- Lounsberry Location of Lounsberry in New York
- Coordinates: 42°03′29″N 76°20′09″W﻿ / ﻿42.05806°N 76.33583°W
- Country: United States
- State: New York
- County: Tioga

= Lounsberry, New York =

Lounsberry is a hamlet within the town of Nichols in Tioga County, New York, United States. It was formerly known as Canfield Corners. The most notable feature is a Best Buy distribution center, the largest employer in the town of Nichols.

==History==
Benjamin Lounsberry, Jr. moved to the Nichols area along with the family of Jonathan Platt, who had married the widowed mother of Mr. Lounsberry. After marrying Elizabeth Platt, the two had nine children.
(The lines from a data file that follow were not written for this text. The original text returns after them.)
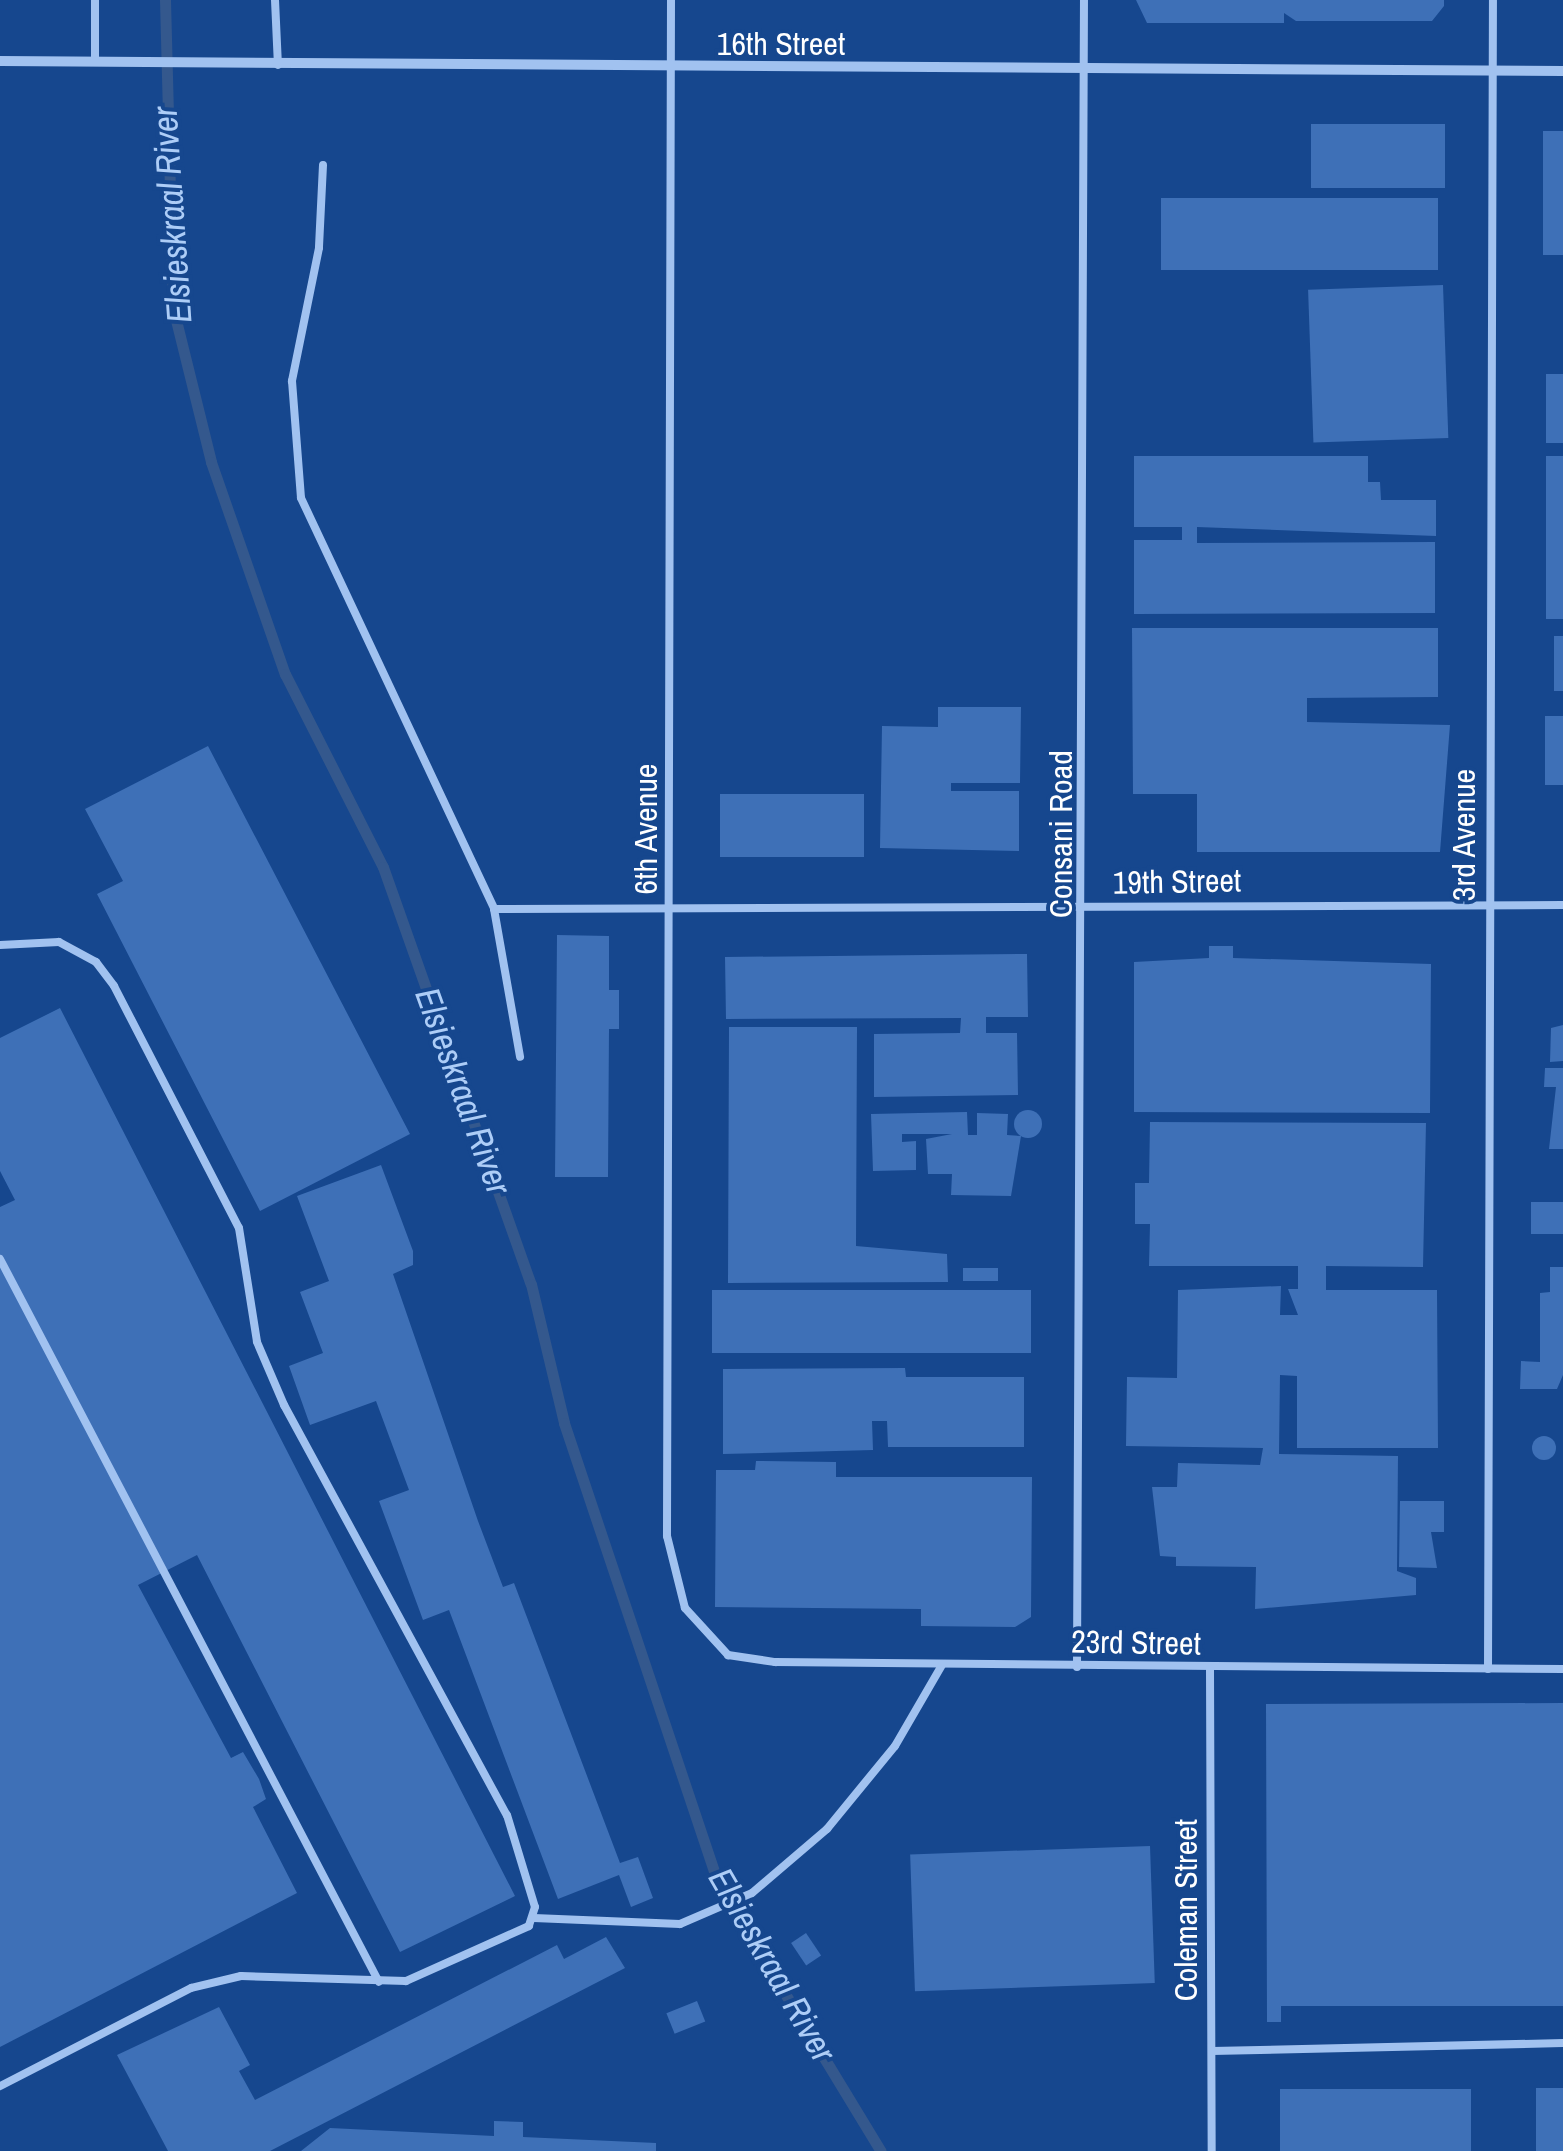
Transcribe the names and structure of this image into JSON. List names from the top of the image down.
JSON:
{
  "streets": {
    "street": ["16th Street"],
    "lane": [
      "6th Avenue",
      "Consani Road",
      "3rd Avenue",
      "19th Street",
      "23rd Street",
      "Coleman Street"
    ]
  },
  "crossings": [
    ["16th Street", "6th Avenue"],
    ["16th Street", "Consani Road"],
    ["16th Street", "3rd Avenue"],
    ["6th Avenue", "19th Street"],
    ["6th Avenue", "23rd Street"],
    ["Consani Road", "19th Street"],
    ["Consani Road", "23rd Street"],
    ["3rd Avenue", "19th Street"],
    ["3rd Avenue", "23rd Street"],
    ["23rd Street", "Coleman Street"]
  ],
  "water": ["Elsieskraal River"]
}
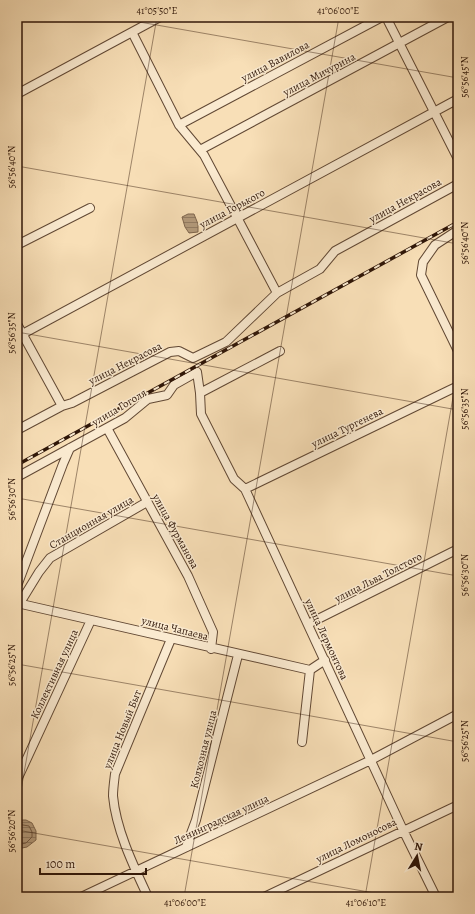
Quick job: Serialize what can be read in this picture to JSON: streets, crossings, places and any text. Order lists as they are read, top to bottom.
{
  "streets": {
    "street": [
      "улица Вавилова",
      "улица Мичурина",
      "улица Некрасова",
      "улица Горького",
      "улица Гоголя",
      "улица Тургенева",
      "Станционная улица",
      "улица Фурманова",
      "улица Льва Толстого",
      "улица Чапаева",
      "улица Лермонтова",
      "Коллективная улица",
      "улица Новый Быт",
      "Колхозная улица",
      "Ленинградская улица",
      "улица Ломоносова"
    ]
  },
  "crossings": [
    ["улица Гоголя", "улица Фурманова"],
    ["улица Гоголя", "улица Лермонтова"],
    ["улица Тургенева", "улица Лермонтова"],
    ["Станционная улица", "улица Фурманова"],
    ["Станционная улица", "улица Чапаева"],
    ["улица Фурманова", "улица Чапаева"],
    ["улица Льва Толстого", "улица Лермонтова"],
    ["улица Чапаева", "Коллективная улица"],
    ["улица Чапаева", "улица Новый Быт"],
    ["улица Чапаева", "Колхозная улица"],
    ["улица Лермонтова", "Ленинградская улица"],
    ["улица Лермонтова", "улица Ломоносова"],
    ["улица Новый Быт", "Ленинградская улица"],
    ["Колхозная улица", "Ленинградская улица"]
  ],
  "scale_bar": "100 m",
  "north": "top",
  "coordinates": [
    "41°05'50\"E",
    "41°06'00\"E",
    "56°56'45\"N",
    "56°56'40\"N",
    "56°56'35\"N",
    "56°56'30\"N",
    "56°56'25\"N",
    "56°56'20\"N",
    "41°06'10\"E"
  ]
}
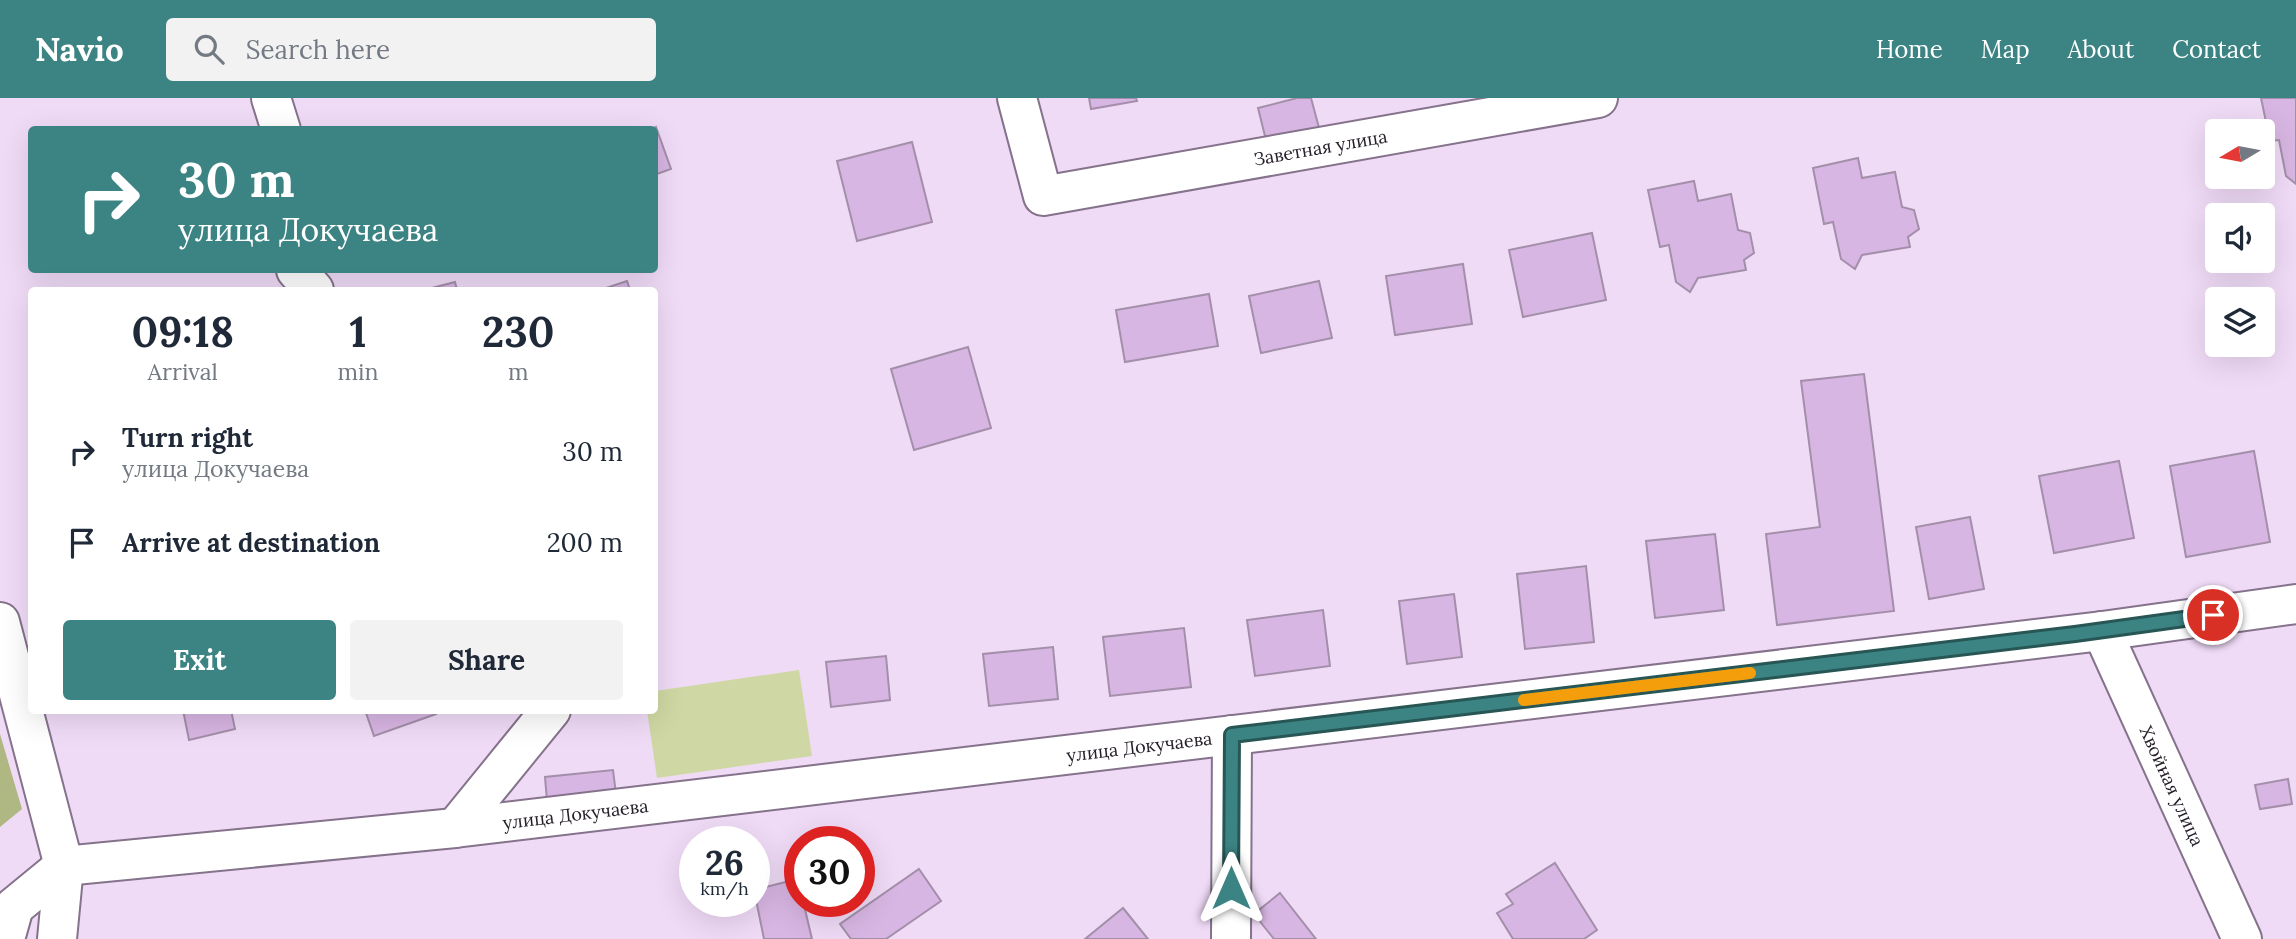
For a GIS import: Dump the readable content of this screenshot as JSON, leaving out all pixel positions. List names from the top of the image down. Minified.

The propagation of this family in the area peaked in the late 19th century at the sum of some 30 households bearing the surname Lounsberry, leading to the area being referred to as "Lounsberry.", There remains in Lounsberry one family bearing the historic surname.

Lounsberry was also served by the main line of the Delaware, Lackawanna and Western Railroad at least through 1903.

Lounsberry is the site of two New York State Historic Markers in Tioga County, one marking the Hamlet and another marking the spot of a pre-1800 ferry crossing to Tioga Center.

On Thursday, September 8, 2011, Lounsberry was greatly affected by the flooding of the Susquehanna River with many residents losing their homes.